Some anxiety is actually quite normal and healthy. For instance, mild anxiety about an upcoming test may motivate us to study. However, extreme anxiety after becoming very familiar with the test material to the extent of losing sleep, may indicate a problem. Some elevated apprehension or fear of entering a dark alley alone may keep you safe by changing your mind about entering the dark alley. However, extreme fear of leaving one’s home may indicate something more drastic. Trauma from childhood or recent events may certainly cause present day symptoms of irrational fears and worries.
Some of the symptoms of general anxiety include,
- difficulty concentrating
- difficulty sleeping
- fatigue and/or exhaustion
- muscle tension
- repeated stomachaches or diarrhea
- sweating palms
Symptoms of panic disorder may include,
- shaking and/or sweating
- rapid heartbeat
- numbness/tingling of different parts of the body
- sudden, repeated attacks of intense fear
- feeling like you are out of control
- intense worry about when the next attack will happen
Symptoms of social anxiety may include
- feeling highly anxious in the company of others and difficulty expressing yourself with them.

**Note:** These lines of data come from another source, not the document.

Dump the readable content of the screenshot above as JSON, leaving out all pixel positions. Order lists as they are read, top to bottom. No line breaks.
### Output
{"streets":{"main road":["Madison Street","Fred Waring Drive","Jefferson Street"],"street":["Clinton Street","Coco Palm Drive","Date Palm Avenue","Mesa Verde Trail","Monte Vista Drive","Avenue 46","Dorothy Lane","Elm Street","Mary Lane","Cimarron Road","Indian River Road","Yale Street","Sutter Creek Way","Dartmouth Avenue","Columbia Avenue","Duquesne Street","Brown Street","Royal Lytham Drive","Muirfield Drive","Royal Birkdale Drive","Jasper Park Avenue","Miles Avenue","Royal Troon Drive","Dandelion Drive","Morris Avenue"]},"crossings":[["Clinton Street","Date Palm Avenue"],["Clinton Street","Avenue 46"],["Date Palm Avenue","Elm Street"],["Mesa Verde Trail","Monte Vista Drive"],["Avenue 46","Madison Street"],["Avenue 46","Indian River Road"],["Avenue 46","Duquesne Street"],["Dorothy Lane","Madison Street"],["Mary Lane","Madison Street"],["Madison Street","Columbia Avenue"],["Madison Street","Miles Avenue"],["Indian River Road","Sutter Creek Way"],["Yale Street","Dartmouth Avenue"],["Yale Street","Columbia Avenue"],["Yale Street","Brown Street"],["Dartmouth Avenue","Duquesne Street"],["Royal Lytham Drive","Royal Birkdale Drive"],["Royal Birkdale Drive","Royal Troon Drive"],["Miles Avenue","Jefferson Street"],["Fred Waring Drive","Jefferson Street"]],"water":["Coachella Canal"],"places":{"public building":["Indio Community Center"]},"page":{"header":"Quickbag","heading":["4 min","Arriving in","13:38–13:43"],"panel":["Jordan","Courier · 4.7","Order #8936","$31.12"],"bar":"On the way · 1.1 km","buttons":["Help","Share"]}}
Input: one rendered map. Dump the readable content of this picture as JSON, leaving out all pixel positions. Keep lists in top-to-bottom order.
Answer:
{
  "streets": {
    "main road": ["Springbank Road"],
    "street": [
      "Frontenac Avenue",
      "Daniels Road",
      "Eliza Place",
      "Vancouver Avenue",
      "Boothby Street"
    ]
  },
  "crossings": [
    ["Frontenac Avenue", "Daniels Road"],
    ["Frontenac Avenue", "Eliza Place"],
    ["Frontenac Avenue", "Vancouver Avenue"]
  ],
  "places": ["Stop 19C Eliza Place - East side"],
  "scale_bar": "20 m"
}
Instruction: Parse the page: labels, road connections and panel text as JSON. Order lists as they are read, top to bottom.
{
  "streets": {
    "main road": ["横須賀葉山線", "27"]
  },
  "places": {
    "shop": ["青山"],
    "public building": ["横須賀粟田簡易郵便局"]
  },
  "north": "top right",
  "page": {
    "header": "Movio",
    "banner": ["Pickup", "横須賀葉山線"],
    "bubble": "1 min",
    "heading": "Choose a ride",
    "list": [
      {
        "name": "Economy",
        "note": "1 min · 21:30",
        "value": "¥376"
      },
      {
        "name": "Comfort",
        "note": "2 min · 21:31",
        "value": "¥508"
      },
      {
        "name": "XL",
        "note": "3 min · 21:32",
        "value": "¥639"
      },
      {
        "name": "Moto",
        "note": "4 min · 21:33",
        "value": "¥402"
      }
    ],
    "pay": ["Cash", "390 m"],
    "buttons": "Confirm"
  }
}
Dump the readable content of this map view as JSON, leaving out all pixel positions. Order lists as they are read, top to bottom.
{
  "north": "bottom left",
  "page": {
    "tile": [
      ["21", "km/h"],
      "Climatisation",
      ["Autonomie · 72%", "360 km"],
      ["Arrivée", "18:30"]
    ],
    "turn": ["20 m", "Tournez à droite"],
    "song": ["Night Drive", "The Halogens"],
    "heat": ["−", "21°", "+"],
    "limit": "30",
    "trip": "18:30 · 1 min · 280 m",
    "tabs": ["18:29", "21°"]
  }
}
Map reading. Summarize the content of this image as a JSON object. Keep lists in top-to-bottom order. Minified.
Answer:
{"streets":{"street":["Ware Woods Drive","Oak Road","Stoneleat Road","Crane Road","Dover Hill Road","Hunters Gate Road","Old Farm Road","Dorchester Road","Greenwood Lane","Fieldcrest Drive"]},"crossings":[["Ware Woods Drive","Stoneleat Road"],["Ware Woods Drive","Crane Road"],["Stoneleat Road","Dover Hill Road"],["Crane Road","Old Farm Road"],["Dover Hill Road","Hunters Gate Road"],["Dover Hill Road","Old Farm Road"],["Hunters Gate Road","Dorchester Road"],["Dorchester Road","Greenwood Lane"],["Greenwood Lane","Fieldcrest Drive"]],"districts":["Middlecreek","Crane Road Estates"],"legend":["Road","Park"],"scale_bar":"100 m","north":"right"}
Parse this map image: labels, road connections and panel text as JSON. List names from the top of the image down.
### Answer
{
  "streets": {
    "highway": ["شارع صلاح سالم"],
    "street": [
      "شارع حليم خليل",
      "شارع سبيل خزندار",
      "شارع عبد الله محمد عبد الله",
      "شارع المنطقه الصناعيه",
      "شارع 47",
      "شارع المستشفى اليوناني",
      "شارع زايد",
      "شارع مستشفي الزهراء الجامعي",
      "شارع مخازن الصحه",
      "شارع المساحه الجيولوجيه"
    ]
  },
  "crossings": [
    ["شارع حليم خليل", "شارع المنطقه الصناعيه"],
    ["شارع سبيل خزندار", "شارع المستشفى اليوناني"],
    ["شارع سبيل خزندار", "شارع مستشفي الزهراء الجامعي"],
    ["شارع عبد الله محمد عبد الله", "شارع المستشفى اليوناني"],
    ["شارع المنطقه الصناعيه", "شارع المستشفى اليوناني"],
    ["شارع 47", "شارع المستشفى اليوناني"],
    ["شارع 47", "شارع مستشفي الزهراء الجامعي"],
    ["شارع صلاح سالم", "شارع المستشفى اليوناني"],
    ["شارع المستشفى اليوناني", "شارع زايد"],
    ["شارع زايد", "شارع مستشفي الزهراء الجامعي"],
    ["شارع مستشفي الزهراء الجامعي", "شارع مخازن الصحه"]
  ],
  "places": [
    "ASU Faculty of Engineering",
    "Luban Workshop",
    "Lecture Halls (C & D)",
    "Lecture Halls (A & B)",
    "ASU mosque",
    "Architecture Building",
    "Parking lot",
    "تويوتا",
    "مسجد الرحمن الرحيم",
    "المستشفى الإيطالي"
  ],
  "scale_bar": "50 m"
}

- self-consciousness in the presence of others
- significant concern about feeling humiliated, embarrassed, or rejected
- fear of being judged by others
- worrying for days or weeks before an event where others will be in attendance
- avoiding places where there are other people
- having a hard time making and keeping friends
- blushing, sweating, trembling, feeling nauseous or sick around others
Treatments for all types of anxiety disorders have progressed over the past 10-15 years and are very effective in reducing anxiety symptoms. Evidenced-based treatment strategies include mindfulness practice and other strategies found in Dialectical Behavioral Therapy, Cognitive Behavioral Therapy, Acceptance and Commitment Therapy, relaxation and meditation techniques, response-prevention strategies, and Brief/Solution-based Therapy. A skilled therapist can help you to decide which techniques would work best to manage your anxiety. If you are seeking to reduce your anxiety, stress, worry, or fears, contact me for an appointment at [email protected] or 706-425-8900 ext. 717.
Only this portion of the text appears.